Главная загвоздка заключалась в двери: скрипит, проклятая, будто телега немазаная. Но если ее приоткрывать не торопясь, терпеливо, понемножку, то она поддается бесшумно; после этого можно на четвереньках вползти в зал, и «Овод» ничего не увидит из-за своей нотной тетради. А там, когда хор запоет и поднимется на недосягаемую высоту, а учитель, полузакрыв от наслаждения глаза и дирижируя длинными пальцами, станет отбивать лакированной туфлей такт, — вот тут Охнарь и подаст свой козлетон и сомнет всю спевку. То, что Овидий Сергеевич потом поймает его и выволочет за порог — ладно. Зато Охнарь хоть сердце отведет!
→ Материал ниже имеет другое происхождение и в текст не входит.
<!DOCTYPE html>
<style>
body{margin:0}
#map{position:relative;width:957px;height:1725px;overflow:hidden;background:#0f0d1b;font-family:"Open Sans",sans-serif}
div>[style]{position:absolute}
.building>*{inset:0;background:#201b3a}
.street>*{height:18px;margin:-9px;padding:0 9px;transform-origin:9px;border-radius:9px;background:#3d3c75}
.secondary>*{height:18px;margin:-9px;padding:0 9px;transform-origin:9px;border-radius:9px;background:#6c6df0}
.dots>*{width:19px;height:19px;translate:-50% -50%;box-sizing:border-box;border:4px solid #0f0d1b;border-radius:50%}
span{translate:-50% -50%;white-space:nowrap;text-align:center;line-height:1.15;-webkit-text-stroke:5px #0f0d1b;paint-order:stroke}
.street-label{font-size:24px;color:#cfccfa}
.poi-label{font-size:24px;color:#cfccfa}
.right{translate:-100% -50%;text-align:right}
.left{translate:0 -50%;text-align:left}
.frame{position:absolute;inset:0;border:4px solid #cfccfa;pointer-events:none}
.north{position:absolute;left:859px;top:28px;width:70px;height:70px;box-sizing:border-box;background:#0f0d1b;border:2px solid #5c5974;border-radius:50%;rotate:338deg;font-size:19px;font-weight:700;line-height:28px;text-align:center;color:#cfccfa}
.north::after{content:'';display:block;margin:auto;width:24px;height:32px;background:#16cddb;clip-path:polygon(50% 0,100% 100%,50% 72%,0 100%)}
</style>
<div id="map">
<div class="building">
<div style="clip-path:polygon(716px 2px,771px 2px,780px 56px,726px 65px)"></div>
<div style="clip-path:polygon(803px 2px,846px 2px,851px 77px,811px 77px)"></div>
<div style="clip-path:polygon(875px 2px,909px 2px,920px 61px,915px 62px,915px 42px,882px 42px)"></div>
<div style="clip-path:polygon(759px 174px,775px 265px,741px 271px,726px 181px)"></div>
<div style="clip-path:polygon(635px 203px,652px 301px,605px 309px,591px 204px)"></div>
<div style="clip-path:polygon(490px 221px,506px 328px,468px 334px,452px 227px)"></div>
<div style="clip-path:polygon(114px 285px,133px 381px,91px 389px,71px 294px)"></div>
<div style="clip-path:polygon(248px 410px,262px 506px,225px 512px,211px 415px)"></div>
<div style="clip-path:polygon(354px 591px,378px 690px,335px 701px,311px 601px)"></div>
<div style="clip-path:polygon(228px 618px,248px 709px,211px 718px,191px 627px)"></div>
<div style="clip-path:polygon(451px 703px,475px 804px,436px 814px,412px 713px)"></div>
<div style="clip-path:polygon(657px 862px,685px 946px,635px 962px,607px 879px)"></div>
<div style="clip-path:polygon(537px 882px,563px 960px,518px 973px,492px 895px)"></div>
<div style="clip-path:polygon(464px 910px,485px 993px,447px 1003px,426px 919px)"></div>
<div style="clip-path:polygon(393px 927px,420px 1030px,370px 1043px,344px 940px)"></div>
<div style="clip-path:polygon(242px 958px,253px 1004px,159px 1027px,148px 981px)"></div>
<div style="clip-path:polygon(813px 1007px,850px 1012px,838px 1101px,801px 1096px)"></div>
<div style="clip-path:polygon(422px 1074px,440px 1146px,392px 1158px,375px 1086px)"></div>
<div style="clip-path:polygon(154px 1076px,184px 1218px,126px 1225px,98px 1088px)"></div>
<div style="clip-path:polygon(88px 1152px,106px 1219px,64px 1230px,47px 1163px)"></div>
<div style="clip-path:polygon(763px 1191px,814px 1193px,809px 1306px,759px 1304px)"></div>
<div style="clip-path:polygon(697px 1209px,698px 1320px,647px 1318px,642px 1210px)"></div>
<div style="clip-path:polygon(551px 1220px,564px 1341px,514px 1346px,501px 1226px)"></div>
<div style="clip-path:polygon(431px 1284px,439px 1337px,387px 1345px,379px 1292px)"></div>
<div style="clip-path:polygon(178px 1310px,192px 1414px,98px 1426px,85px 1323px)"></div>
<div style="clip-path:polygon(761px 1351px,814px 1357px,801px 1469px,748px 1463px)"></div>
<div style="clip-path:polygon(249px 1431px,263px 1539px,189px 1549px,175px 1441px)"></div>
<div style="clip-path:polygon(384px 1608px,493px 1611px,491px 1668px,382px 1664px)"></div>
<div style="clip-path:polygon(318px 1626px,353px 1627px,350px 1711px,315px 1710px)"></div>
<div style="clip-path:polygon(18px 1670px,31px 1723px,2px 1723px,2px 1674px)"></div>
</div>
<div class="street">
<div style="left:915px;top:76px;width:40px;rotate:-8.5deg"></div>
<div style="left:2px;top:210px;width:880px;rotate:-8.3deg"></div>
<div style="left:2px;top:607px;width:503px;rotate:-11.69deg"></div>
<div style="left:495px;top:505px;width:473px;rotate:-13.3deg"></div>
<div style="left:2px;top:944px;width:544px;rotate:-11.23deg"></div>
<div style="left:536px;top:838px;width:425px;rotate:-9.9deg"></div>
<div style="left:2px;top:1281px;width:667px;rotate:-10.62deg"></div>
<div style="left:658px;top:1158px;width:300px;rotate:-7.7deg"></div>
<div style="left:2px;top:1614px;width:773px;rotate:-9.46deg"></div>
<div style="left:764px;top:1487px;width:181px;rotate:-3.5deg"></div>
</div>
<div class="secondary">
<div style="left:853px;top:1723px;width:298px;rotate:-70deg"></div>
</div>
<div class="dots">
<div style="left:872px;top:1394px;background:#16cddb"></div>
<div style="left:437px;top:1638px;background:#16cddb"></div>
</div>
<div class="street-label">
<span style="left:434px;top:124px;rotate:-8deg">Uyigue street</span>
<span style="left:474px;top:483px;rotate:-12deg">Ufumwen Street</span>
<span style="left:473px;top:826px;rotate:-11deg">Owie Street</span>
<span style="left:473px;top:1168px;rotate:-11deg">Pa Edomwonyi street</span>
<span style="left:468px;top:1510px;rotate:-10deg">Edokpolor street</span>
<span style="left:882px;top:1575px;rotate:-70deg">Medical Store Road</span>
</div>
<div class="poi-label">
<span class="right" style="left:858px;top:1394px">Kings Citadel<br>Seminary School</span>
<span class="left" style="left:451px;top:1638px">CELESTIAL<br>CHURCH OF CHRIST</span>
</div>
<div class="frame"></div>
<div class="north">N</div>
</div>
Пение началось. Уже Ленька немного приоткрыл дверь в зал, когда позади в темноте послышались шаги и кто-то зацепил его ногой.
— Ты что тут делаешь?
Охнарь оглянулся: мимо проходил старший вожатый пионерского отряда Анатолий Шевров.
— Купаться собираюсь.
И опять потянул дверь. Рывок получился сильный, дверь тягуче заскрипела, учитель пения оглянулся, увидел Охнаря: пришлось ретироваться. Ленька скучающе сунул руки в карманы, остановился посреди коридора, не зная, что делать.
— Пение там? — спросил Шевров, на ходу заглядывая через стекло в зал. Он озабоченно справился о времени по стенным часам и, не останавливаясь, пошел дальше по коридору. Потом обернулся, точно чем- то пораженный. — Послушай, Осокин, ты, кажется, беспартийный?
— Ну?
— Как же так? Был беспризорником… пролетарий без штанов… нельзя-а, нельзя-а.
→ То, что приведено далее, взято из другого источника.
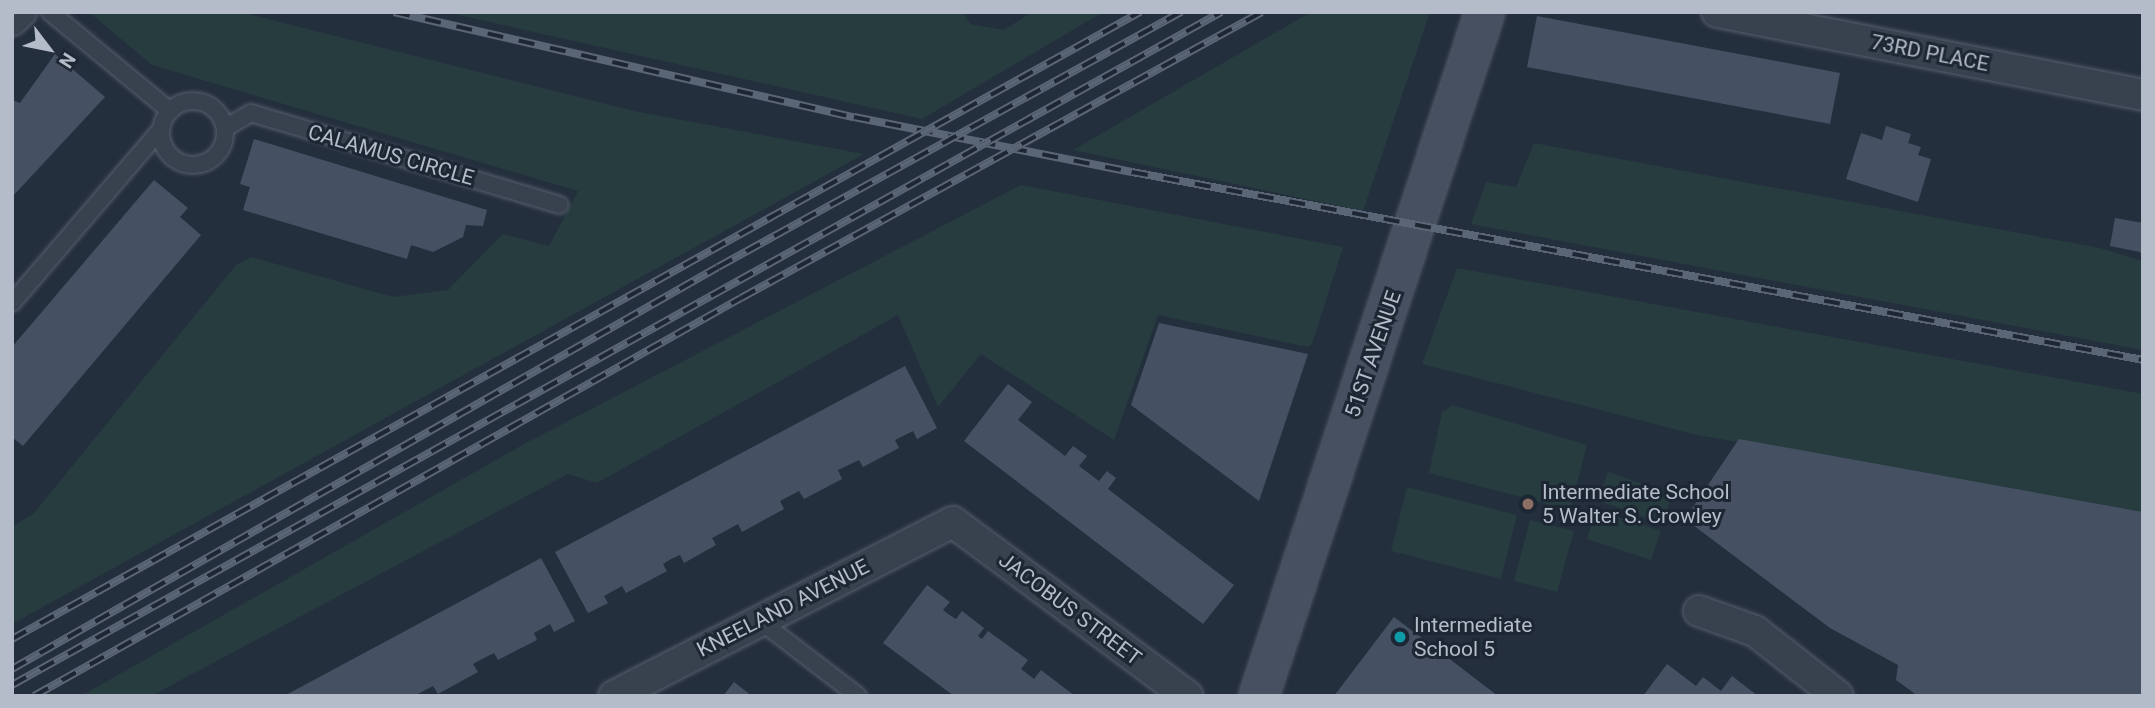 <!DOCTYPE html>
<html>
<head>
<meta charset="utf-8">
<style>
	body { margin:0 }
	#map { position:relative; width:2155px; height:708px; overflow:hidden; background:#242f3e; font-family:Roboto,sans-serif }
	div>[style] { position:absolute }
	.green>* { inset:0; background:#263c3f }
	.building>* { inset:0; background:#455162 }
	.roads { filter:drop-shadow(0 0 2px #565f6c) drop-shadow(0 0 2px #565f6c) }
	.lane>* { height:16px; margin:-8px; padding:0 8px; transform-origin:8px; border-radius:8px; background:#38414e }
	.lane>.ring { margin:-8px; padding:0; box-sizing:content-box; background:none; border:16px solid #38414e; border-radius:50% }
	.street>* { height:30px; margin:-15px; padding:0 15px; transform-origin:15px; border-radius:15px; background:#38414e }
	.secondary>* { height:38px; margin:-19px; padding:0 19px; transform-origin:19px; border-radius:19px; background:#465061 }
	.rail>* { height:8px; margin-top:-4px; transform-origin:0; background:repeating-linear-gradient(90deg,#1d2633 0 16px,#5a6575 0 32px); box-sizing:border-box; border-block:2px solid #5a6575 }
	.dots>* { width:19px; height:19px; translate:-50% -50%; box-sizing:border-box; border:4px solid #1d2633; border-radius:50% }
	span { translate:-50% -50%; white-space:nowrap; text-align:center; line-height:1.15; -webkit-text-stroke:6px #1d2633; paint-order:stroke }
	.street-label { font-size:21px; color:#b4bcc9 }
	.poi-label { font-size:21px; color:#b4bcc9 }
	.left { translate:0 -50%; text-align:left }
	.frame { position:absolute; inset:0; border:14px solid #b4bcc9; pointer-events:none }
	.north { position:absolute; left:14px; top:14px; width:70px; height:70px; -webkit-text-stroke:5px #1d2633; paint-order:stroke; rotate:122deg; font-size:19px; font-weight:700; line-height:28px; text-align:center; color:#b4bcc9 }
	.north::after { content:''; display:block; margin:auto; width:24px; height:32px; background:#b4bcc9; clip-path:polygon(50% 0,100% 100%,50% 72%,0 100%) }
</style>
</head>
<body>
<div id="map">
	<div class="green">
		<div style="clip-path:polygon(89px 12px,240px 12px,634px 111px,864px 154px,12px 624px,12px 527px,34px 513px,236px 265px,251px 257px,393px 297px,448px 290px,503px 234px,549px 246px,578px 191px,152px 65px)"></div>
		<div style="clip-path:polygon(445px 12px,963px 12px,970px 24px,1004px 30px,1032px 12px,1103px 12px,922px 119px)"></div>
		<div style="clip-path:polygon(1311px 12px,1430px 12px,1363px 211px,1073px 150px)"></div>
		<div style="clip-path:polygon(1534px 143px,2100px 248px,2143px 261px,2143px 350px,1471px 224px,1486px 182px,1516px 187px)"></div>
		<div style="clip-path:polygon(1021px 185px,1343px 247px,1312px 344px,1308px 347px,1158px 315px,1114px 440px,981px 354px,938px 407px,898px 315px,597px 483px,568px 474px,151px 696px,81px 696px,526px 443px)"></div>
		<div style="clip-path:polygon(1457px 268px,2143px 394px,2143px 512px,1697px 435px,1422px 364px)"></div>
		<div style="clip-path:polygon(1453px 405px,1587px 445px,1570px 510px,1429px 473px,1442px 412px)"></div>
		<div style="clip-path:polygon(1608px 472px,1672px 494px,1663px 523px,1598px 501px)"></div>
		<div style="clip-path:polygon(1407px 487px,1517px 515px,1501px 579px,1391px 551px)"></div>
		<div style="clip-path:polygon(1596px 510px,1661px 531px,1651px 560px,1587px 539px)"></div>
		<div style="clip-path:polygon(1530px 520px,1574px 531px,1557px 592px,1514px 581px)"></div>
	</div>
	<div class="building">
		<div style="clip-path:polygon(1537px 16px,1840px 73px,1830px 124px,1527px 67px)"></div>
		<div style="clip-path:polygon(55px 54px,105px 97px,12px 197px,12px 100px,20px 103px)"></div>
		<div style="clip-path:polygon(1886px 126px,1911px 134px,1908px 143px,1921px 147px,1918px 155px,1931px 159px,1918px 202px,1846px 179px,1861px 133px,1882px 140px)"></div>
		<div style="clip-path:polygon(254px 139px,487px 210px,483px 226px,466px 225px,463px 237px,433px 252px,411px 245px,407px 259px,243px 210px,250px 187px,240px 184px)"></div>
		<div style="clip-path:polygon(154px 180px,188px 208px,180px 217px,201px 235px,23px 446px,12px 437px,12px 347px)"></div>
		<div style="clip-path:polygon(2115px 218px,2143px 223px,2143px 257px,2140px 252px,2110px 246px)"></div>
		<div style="clip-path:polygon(1159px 323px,1308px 354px,1259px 501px,1131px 405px)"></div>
		<div style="clip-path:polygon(905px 366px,937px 428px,917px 439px,913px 431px,895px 440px,899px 448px,863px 467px,859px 460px,838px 470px,842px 479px,804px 499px,799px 491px,780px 501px,784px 509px,742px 532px,738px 524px,729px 529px,712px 538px,716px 545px,684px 563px,680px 555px,671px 559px,663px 564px,667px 571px,626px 593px,622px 586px,604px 596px,608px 603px,588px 613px,555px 552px)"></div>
		<div style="clip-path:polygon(1008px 384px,1032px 402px,1018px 420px,1065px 456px,1073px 446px,1087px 456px,1079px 466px,1099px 481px,1107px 471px,1116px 478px,1108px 489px,1234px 585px,1203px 624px,964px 441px)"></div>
		<div style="clip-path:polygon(1739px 439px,2143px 512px,2143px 696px,1918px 696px,1896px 680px,1898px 665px,1830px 628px,1685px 519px)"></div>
		<div style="clip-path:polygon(541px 558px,575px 621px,554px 632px,550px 624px,534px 633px,537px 640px,498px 660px,494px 653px,482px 659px,473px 664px,478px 672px,438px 694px,433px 686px,414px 696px,284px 696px)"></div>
		<div style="clip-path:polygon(927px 585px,950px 602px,943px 610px,948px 614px,956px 619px,962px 611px,984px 628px,978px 636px,982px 639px,988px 631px,1028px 660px,1021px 669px,1034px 679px,1041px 670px,1075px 696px,954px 696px,883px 643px)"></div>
		<div style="clip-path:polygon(1394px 617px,1447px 657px,1498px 696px,1334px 696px)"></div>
		<div style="clip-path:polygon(1667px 664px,1696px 686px,1703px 677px,1721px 691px,1732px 676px,1758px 696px,1643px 696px)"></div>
		<div style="clip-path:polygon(734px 682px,752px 696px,723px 696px)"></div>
	</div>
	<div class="roads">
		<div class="lane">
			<div style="left:50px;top:12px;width:156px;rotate:39.5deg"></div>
			<div class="ring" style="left:161px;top:101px;width:48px;height:48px"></div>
			<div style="left:225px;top:128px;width:30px;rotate:-30deg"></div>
			<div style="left:251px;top:113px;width:322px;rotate:16.6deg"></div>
			<div style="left:12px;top:303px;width:229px;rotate:-49.4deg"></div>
			<div style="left:759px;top:620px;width:125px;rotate:37.5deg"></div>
		</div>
		<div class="street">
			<div style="left:1717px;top:12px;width:434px;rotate:11deg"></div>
			<div style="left:12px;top:20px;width:12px;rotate:-42deg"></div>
			<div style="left:1699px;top:611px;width:59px;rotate:19.7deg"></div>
			<div style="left:1755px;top:631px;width:105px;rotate:38.1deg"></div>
			<div style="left:614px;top:696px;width:381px;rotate:-27.2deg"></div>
			<div style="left:953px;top:522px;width:292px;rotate:36.6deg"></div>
		</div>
		<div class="secondary">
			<div style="left:1259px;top:696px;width:720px;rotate:-71.72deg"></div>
		</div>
	</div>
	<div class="rail">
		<div style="left:394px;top:12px;width:472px;rotate:12.9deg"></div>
		<div style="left:854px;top:117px;width:283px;rotate:11.2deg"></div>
		<div style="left:1132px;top:172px;width:1028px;rotate:10.53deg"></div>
		<div style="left:12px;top:639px;width:1291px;rotate:-29.07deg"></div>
		<div style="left:12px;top:669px;width:812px;rotate:-29.66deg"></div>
		<div style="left:718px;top:267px;width:529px;rotate:-28.84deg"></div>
		<div style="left:12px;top:685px;width:1384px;rotate:-29.1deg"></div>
		<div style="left:34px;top:696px;width:811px;rotate:-29.38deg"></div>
		<div style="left:741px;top:298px;width:594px;rotate:-28.76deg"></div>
	</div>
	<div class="dots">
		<div style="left:1528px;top:504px;background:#8d6e63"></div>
		<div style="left:1400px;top:637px;background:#0f9aa8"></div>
	</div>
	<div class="street-label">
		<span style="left:1930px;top:53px;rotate:11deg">73RD PLACE</span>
		<span style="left:391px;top:155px;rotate:16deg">CALAMUS CIRCLE</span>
		<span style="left:1373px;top:354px;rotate:-71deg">51ST AVENUE</span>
		<span style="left:783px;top:608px;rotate:-27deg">KNEELAND AVENUE</span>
		<span style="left:1070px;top:609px;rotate:37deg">JACOBUS STREET</span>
	</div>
	<div class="poi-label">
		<span class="left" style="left:1542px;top:504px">Intermediate School<br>5 Walter S. Crowley</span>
		<span class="left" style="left:1414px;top:637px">Intermediate<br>School 5</span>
	</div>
	<div class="frame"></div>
	<div class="north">N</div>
</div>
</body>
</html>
Говорил вожатый серьезно, и его темные, широко расставленные глаза уже цепко схватили Леньку: так гранильщик осматривает извлеченный из породы камень, прикидывая, как его надо обрабатывать. Волосы Шевров зачесывал кверху, над толстой губой его пробивался темный пушок, от его ломающегося баска, от всех движений сильного молодого тела веяло чем- то; свежим, убедительным, а главное, верой самого пионервожатого в то, что он участвует в очень важном и нужном деле.
— И ведь давно ты в школе, как же это я раньше не обратил внимания? Сколько раз собирался. Обидно тебе, да? — как бы рассуждая вслух, говорил Шевров.
И, не давая Охнарю опомниться, крепко, дружески сжал его плечо. — Ну, да ладно, обожди меня, Осокин, здесь. Я сейчас забегу в канцелярию, и мы пойдем с тобой в ремонтные мастерские… Как раз у нас сегодня ячейка. Только никуда не уходи, а то потом ищи вас.